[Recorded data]
————————
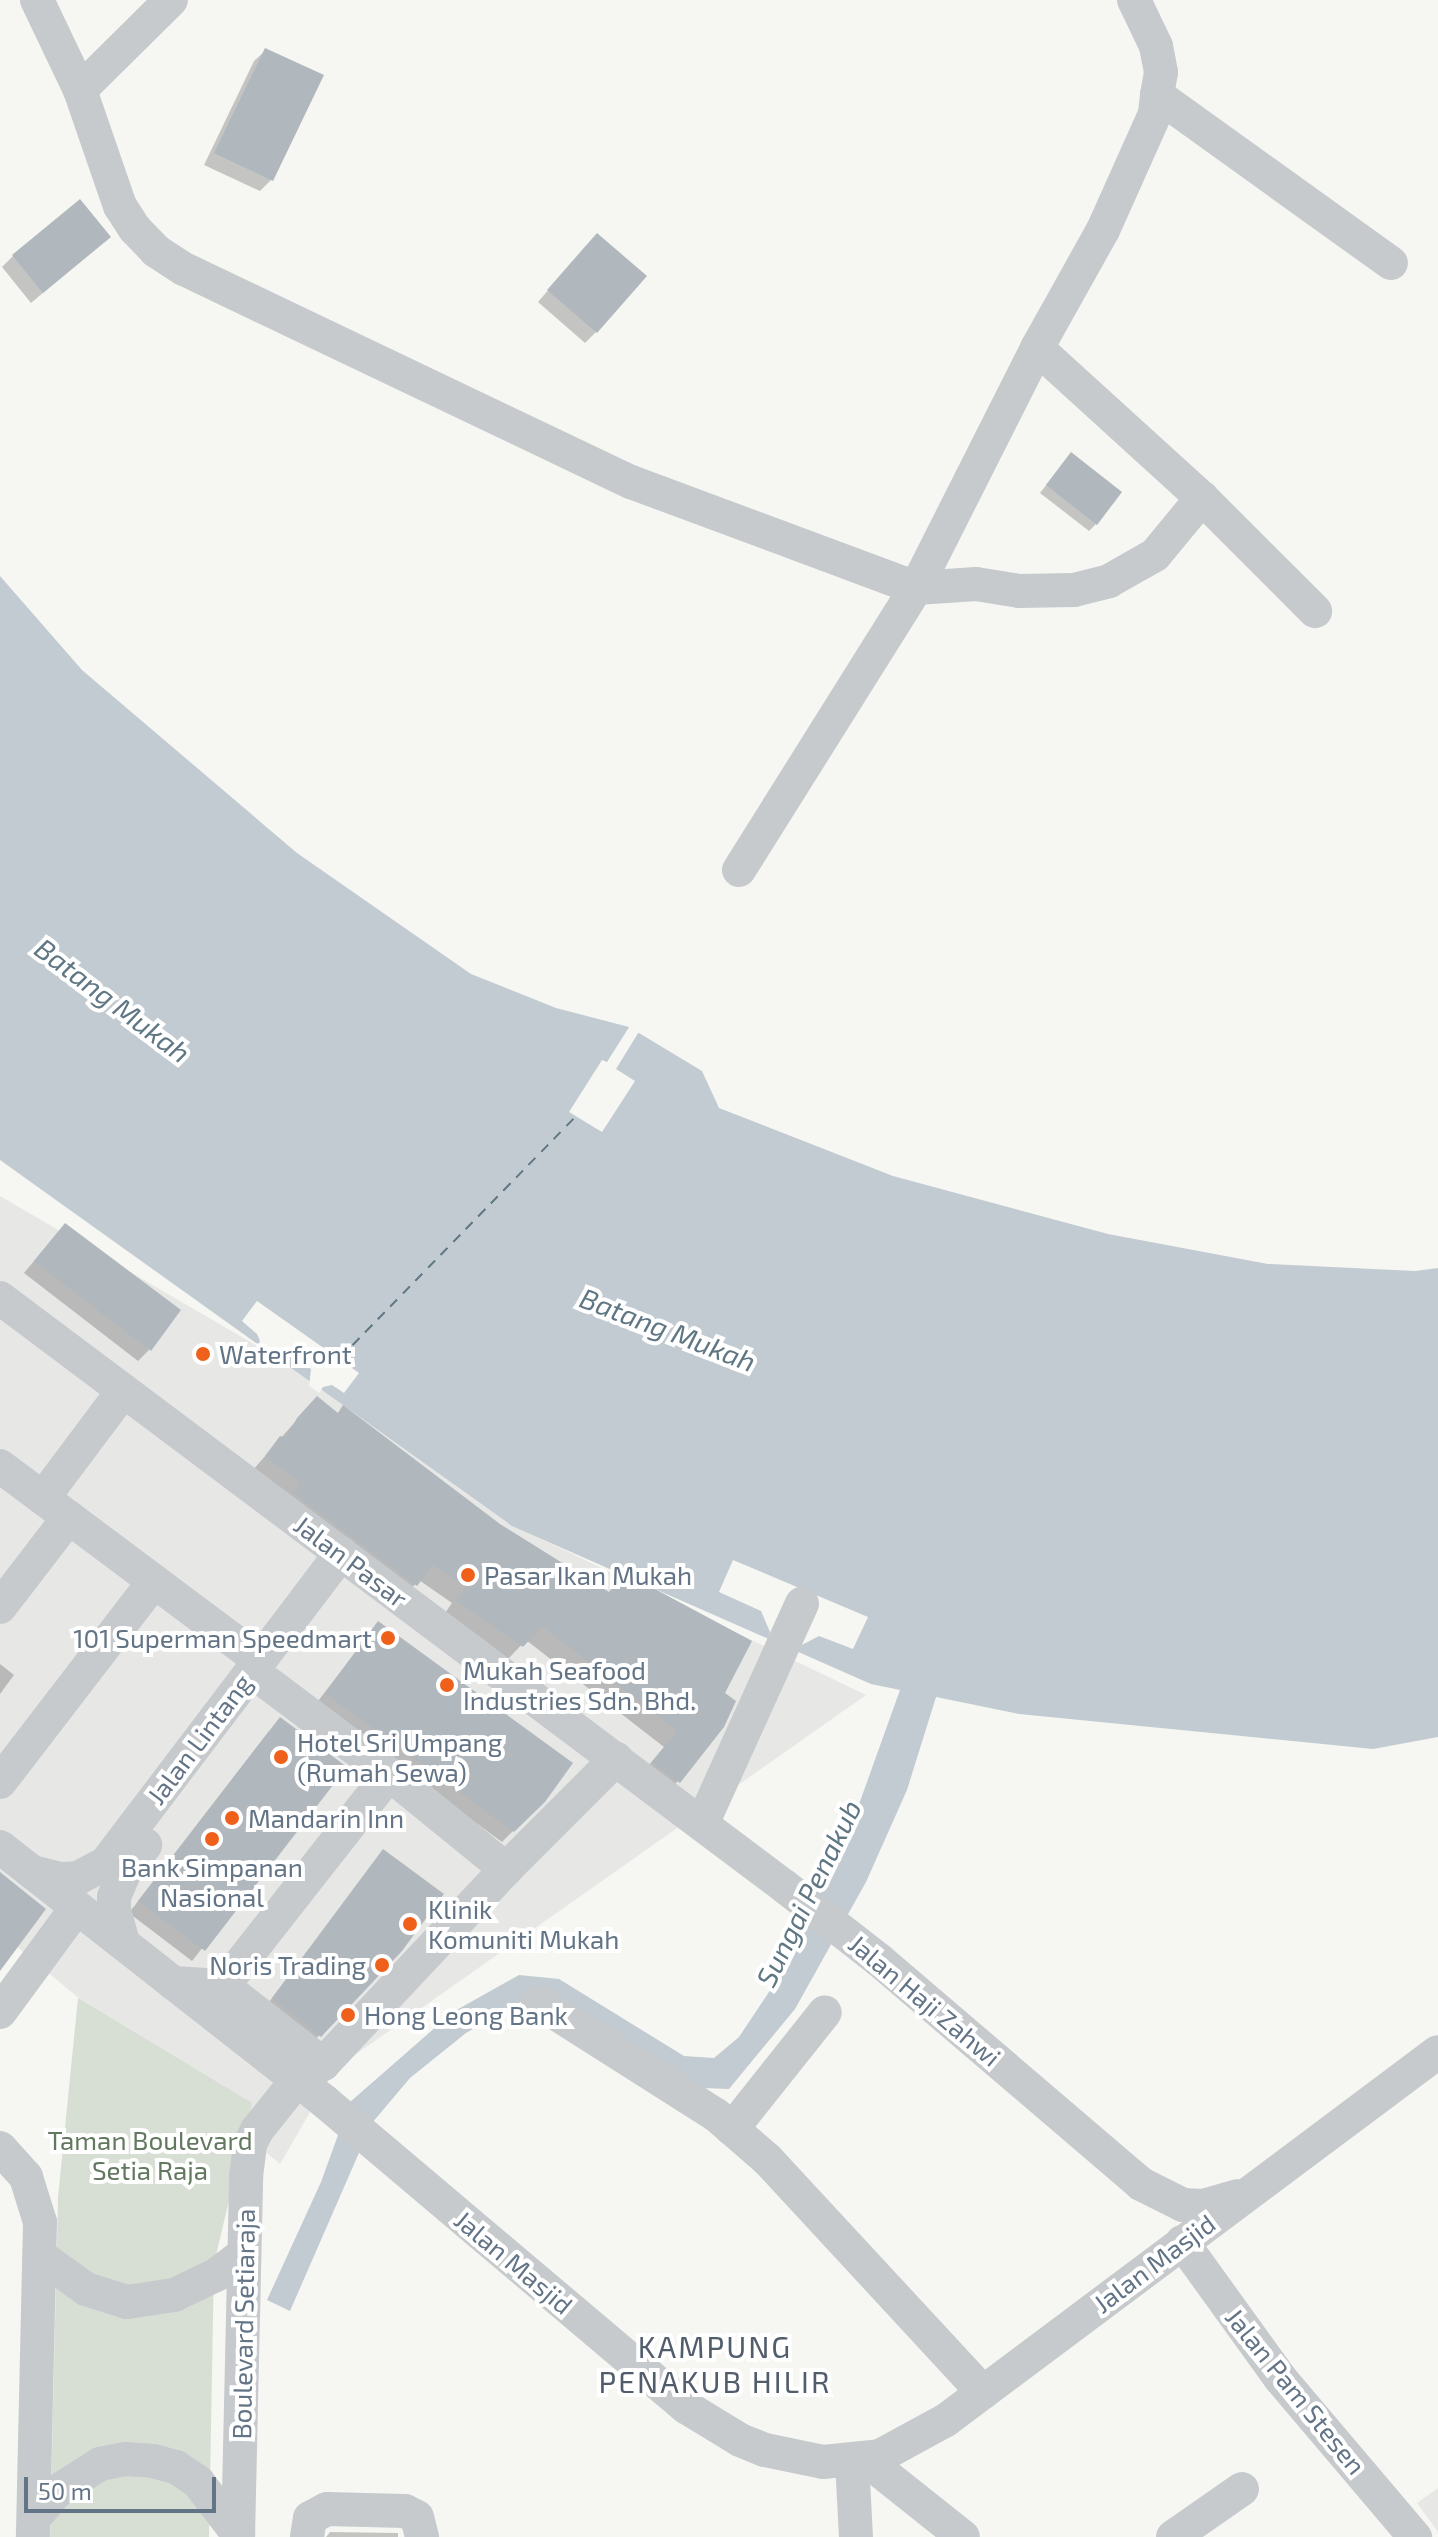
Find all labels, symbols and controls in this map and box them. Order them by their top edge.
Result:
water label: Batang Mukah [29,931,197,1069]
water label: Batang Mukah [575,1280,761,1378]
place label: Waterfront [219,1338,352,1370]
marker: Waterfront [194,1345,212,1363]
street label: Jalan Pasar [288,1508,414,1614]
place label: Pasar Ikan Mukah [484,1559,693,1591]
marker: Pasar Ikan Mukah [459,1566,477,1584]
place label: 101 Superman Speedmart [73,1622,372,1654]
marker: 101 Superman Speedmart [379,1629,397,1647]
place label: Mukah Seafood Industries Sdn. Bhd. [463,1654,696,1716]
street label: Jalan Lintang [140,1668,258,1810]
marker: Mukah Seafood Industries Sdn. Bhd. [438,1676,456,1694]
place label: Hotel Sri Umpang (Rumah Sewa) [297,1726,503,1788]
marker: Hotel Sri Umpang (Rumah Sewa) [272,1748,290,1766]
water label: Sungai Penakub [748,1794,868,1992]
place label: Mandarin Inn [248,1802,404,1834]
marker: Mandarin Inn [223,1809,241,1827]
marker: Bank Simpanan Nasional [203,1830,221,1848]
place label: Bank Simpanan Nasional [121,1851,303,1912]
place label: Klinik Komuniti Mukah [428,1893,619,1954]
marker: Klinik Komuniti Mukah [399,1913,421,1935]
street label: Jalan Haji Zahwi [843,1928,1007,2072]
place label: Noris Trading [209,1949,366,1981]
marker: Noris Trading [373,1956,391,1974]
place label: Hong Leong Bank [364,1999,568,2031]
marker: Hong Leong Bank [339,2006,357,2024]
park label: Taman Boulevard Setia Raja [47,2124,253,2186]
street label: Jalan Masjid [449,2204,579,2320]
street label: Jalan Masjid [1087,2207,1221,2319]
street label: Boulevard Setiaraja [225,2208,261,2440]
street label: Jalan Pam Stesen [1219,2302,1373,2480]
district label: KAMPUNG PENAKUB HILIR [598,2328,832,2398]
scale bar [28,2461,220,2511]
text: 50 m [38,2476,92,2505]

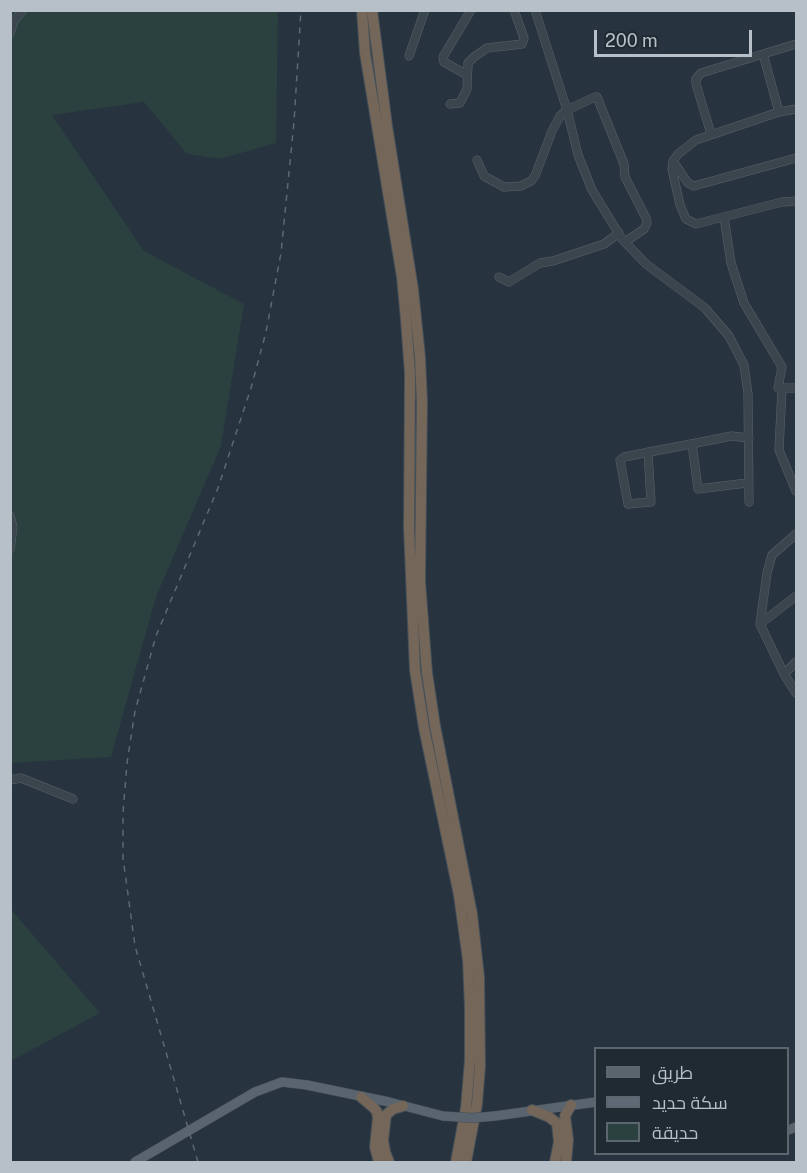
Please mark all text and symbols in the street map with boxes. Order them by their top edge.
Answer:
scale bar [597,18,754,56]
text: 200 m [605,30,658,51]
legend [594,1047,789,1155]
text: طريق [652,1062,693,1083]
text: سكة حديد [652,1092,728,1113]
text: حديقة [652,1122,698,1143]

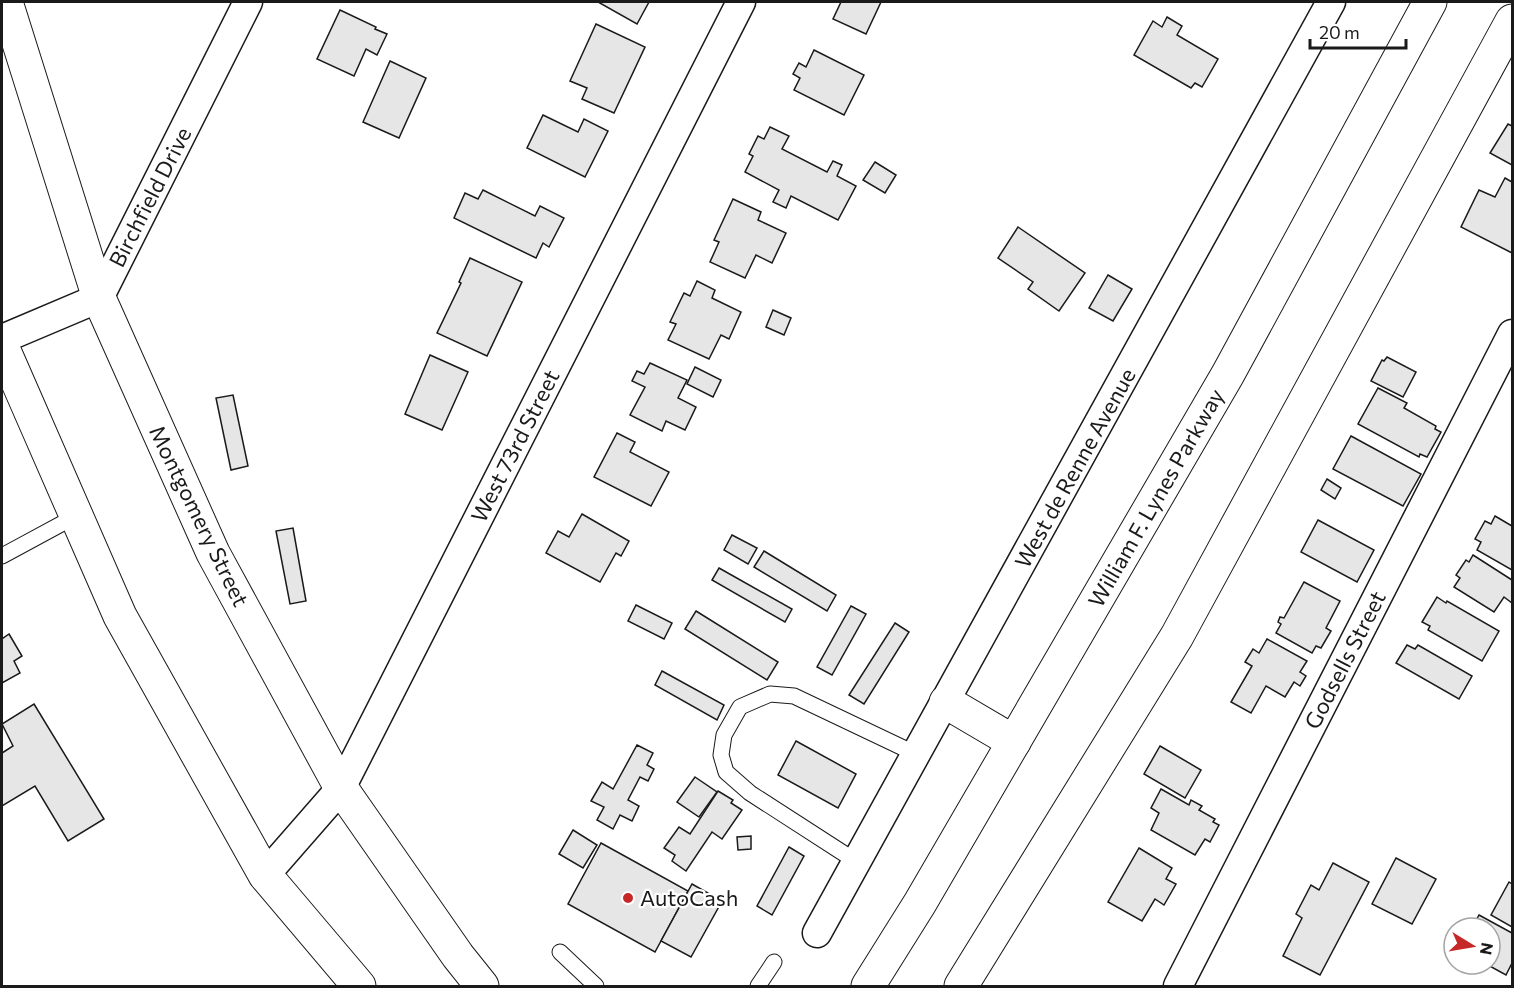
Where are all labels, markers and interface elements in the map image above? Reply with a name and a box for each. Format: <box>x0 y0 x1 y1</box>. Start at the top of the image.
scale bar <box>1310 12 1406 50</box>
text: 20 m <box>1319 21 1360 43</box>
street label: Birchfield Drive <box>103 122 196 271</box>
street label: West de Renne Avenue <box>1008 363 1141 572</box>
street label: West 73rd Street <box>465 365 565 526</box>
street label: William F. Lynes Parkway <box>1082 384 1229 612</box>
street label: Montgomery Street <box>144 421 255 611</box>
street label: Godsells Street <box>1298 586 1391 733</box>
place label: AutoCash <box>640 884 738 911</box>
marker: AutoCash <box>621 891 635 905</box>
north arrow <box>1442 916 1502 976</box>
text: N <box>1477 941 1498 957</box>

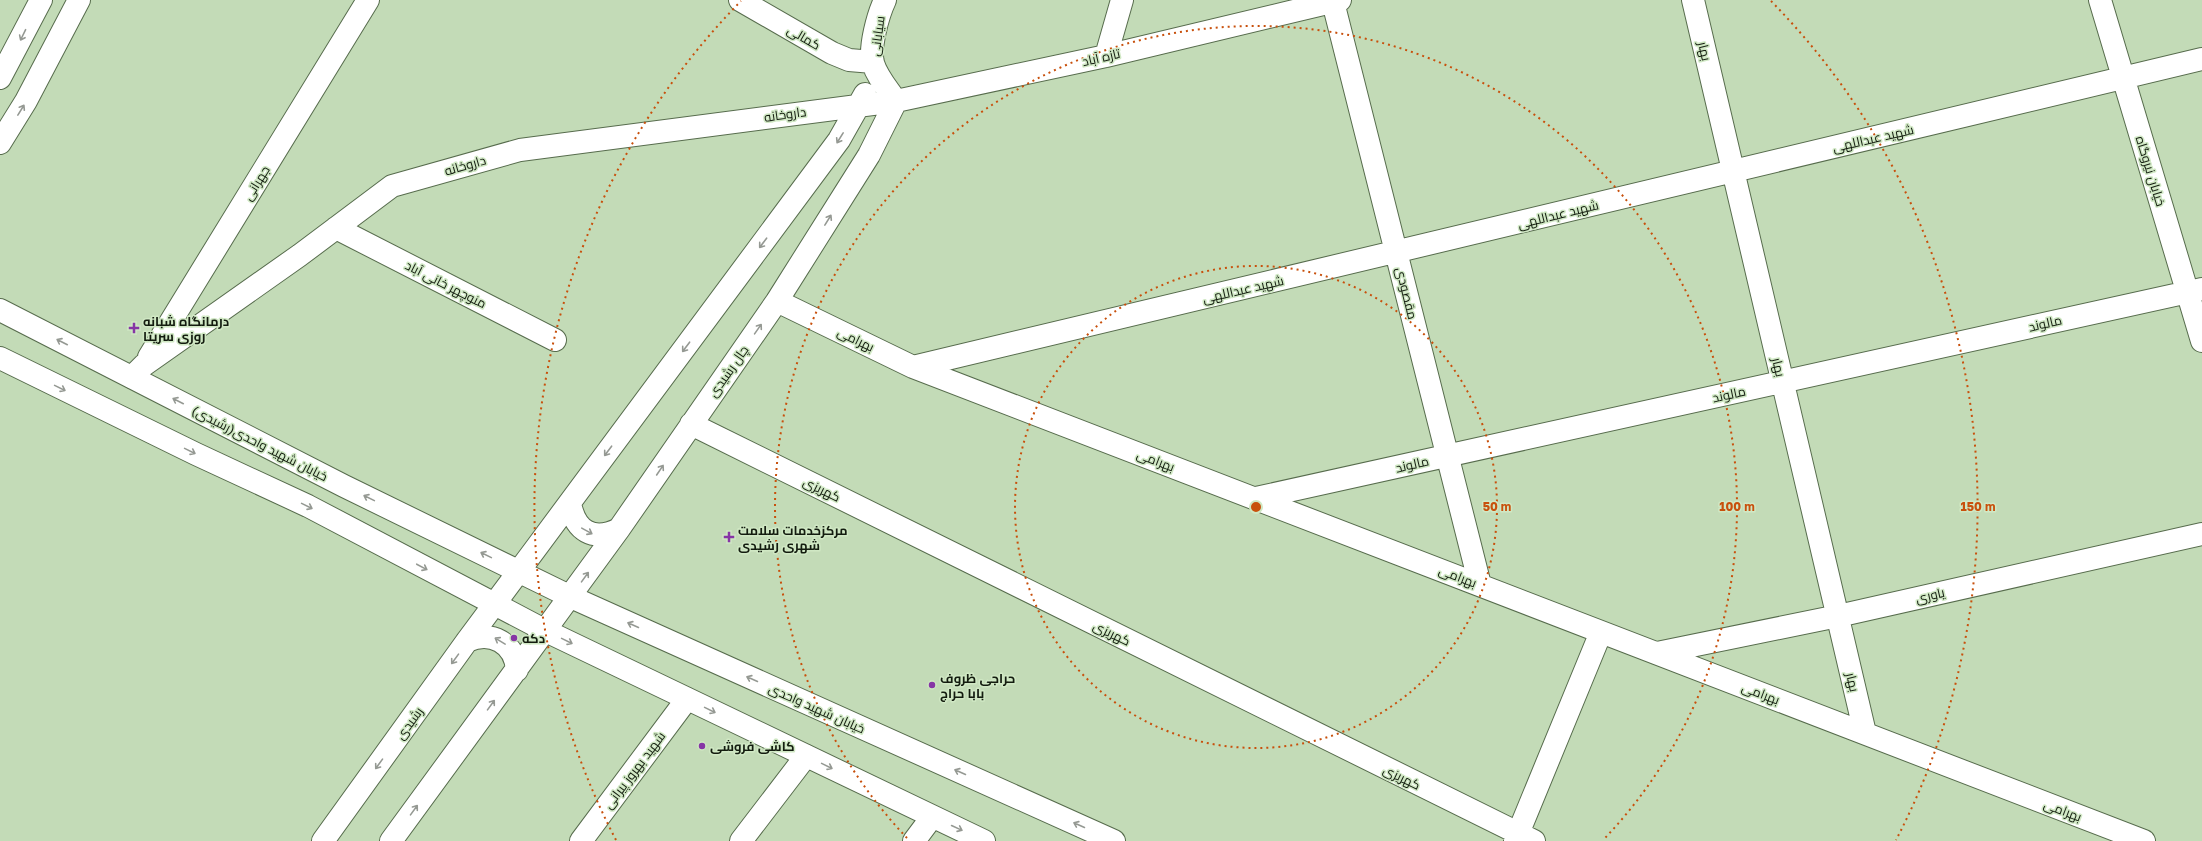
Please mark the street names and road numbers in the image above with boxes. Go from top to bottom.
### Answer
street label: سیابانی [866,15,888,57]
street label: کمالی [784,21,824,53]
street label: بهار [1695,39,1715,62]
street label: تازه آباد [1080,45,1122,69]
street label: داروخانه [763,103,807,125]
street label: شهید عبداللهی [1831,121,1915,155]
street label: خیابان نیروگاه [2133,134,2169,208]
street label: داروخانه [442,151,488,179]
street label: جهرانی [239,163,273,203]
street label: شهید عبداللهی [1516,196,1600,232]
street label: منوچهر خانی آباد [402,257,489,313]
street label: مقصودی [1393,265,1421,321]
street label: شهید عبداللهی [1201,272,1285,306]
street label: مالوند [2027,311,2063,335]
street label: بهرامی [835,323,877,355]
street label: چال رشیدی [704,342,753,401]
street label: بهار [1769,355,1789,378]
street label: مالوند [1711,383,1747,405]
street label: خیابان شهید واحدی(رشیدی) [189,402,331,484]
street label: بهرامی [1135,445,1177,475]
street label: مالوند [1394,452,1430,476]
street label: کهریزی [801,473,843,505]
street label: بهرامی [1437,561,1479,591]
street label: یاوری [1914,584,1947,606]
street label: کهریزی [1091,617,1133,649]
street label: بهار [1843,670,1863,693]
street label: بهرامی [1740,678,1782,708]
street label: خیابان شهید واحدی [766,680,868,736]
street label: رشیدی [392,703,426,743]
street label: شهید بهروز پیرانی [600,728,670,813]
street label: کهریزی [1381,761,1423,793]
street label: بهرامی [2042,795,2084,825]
————————
PROBLEM TO WORK ON -> Check each line of the records above for "کهریزی", and copy those that have it.

OUTPUT FOR THIS EXERCISE ->
street label: کهریزی [801,473,843,505]
street label: کهریزی [1091,617,1133,649]
street label: کهریزی [1381,761,1423,793]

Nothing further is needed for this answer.